**YOUR ASSIGNMENT**.
Filter this data down to the lines that hold "align", and copy them.

**INFORMATION SUPPLIED**.
#####

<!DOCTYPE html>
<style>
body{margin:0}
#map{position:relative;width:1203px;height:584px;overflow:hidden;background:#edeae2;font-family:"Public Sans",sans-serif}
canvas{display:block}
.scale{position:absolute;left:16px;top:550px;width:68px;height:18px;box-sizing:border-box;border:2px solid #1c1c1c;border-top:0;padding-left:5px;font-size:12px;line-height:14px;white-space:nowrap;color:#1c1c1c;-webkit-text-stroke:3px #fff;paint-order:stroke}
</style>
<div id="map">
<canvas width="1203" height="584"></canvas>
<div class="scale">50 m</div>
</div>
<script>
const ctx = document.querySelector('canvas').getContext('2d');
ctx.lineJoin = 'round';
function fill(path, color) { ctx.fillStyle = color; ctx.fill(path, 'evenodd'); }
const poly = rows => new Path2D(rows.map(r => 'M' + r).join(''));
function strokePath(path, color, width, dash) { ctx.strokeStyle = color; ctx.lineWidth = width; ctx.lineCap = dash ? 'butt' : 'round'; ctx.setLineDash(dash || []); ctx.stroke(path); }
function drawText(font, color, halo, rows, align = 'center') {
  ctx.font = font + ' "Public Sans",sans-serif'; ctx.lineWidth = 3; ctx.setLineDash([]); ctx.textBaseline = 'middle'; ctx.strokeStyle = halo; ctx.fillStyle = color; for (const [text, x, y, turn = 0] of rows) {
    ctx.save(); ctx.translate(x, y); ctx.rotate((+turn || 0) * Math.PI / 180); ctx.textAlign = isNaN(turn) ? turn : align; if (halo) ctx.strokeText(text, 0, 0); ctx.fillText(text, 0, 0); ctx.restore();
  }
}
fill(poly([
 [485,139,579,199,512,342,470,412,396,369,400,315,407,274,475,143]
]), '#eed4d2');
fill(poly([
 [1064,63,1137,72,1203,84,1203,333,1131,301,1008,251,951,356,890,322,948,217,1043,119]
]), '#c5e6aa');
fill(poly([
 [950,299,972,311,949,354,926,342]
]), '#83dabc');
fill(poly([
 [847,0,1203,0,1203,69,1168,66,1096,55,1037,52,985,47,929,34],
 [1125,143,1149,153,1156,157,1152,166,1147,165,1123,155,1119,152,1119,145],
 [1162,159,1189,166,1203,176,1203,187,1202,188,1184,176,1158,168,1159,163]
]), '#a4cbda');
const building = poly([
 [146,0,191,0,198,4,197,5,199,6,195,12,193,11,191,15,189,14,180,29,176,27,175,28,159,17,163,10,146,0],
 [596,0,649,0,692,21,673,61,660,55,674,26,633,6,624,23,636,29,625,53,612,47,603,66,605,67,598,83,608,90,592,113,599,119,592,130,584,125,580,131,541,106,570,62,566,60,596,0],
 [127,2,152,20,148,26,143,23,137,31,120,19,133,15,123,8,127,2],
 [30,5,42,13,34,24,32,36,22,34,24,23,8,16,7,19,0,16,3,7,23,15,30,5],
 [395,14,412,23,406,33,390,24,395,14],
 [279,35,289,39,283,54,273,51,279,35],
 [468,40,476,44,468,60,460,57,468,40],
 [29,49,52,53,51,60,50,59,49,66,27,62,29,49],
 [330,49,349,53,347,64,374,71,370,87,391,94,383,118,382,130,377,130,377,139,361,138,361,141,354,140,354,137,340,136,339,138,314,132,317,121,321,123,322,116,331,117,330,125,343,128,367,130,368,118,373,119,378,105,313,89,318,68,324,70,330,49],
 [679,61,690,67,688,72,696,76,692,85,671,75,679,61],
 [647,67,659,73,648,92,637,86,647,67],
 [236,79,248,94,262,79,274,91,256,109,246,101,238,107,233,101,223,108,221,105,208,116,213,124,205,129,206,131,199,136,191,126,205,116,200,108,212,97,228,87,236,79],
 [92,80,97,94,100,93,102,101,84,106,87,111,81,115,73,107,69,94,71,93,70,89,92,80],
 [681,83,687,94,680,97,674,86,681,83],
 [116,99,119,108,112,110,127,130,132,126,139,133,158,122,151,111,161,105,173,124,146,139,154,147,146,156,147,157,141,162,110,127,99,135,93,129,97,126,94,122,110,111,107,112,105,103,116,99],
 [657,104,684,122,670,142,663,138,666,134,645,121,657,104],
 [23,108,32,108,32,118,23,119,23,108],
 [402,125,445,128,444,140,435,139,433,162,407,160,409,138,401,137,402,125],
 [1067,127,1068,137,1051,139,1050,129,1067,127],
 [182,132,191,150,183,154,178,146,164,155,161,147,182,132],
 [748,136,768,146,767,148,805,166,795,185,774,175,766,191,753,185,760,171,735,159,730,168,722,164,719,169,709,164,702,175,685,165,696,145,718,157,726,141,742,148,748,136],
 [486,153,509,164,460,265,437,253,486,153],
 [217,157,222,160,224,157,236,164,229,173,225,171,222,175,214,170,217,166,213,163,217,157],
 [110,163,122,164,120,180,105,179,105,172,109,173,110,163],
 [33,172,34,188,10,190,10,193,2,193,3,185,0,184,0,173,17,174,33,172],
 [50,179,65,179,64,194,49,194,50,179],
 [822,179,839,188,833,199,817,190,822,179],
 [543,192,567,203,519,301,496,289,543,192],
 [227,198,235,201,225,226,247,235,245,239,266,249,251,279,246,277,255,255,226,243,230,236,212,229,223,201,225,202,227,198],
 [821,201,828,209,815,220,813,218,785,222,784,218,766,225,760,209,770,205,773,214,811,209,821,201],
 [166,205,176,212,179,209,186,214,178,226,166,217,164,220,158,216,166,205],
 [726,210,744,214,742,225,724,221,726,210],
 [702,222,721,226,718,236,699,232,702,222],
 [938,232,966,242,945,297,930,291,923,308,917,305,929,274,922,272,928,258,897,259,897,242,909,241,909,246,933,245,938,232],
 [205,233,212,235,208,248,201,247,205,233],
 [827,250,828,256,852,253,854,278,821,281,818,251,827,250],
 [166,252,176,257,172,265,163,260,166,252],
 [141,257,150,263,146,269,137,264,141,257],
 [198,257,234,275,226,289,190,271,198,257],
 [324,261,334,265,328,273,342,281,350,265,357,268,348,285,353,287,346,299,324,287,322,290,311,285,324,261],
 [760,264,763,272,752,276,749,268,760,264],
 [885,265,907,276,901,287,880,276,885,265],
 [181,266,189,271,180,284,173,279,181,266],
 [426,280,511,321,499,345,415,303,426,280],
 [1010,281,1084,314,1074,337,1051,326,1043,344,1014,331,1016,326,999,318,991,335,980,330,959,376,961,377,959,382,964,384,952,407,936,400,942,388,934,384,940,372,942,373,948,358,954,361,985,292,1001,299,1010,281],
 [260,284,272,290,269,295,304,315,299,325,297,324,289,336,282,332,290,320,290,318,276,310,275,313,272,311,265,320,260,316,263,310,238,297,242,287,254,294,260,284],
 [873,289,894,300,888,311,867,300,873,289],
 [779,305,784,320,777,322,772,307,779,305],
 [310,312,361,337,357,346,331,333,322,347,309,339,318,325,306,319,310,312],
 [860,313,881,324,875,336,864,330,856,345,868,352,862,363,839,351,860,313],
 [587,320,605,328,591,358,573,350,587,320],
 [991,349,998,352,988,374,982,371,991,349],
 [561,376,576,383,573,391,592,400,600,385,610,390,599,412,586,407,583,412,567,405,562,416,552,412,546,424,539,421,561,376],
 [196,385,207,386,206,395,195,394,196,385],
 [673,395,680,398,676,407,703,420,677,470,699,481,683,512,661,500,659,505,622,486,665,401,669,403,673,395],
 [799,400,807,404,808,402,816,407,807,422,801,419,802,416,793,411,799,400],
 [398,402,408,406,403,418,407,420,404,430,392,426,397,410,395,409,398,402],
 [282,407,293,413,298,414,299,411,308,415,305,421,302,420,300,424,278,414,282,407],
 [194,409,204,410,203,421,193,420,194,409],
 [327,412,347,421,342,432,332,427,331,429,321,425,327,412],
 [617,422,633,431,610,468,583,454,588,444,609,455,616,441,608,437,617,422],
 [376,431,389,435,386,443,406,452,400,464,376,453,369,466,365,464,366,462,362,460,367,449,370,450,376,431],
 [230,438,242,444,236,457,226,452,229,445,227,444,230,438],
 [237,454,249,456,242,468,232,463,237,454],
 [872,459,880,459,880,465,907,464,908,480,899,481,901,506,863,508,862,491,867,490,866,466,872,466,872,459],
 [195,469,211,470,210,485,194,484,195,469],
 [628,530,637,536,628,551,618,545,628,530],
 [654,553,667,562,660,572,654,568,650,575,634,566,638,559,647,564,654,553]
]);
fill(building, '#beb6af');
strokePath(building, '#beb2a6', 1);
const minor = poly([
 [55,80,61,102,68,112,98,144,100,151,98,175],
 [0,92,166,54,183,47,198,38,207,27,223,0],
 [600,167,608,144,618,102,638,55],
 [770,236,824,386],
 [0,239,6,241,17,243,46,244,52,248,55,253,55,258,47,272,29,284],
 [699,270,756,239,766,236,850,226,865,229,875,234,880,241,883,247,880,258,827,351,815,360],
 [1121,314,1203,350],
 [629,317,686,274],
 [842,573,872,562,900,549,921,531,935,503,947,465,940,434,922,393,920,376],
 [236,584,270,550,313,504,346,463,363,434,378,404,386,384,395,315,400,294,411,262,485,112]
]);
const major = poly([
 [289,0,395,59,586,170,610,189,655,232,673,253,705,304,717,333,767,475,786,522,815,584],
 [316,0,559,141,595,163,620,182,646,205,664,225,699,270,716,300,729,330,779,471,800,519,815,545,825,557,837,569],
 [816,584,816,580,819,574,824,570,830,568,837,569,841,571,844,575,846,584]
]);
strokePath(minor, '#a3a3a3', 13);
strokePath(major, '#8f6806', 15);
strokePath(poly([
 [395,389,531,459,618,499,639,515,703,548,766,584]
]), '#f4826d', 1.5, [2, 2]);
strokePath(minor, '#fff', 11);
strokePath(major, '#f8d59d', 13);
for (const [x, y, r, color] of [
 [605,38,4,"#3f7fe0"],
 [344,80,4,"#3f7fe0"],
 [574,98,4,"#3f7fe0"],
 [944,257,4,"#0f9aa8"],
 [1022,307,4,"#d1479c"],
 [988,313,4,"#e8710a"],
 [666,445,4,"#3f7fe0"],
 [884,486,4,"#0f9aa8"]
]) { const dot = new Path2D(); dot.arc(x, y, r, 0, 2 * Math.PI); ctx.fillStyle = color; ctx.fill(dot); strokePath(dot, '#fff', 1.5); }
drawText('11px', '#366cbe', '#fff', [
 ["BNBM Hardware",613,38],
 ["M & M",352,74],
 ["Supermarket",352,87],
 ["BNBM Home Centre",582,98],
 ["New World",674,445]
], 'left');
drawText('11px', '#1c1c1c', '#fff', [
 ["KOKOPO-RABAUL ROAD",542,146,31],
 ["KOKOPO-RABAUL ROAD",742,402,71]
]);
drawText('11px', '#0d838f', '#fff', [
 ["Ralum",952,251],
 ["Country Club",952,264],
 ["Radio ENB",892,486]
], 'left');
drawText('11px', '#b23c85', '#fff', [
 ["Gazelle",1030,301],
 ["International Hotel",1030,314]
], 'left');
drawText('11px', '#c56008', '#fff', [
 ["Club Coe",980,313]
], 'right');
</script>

#####

**TASK SOLUTION**.
function drawText(font, color, halo, rows, align = 'center') {
    ctx.save(); ctx.translate(x, y); ctx.rotate((+turn || 0) * Math.PI / 180); ctx.textAlign = isNaN(turn) ? turn : align; if (halo) ctx.strokeText(text, 0, 0); ctx.fillText(text, 0, 0); ctx.restore();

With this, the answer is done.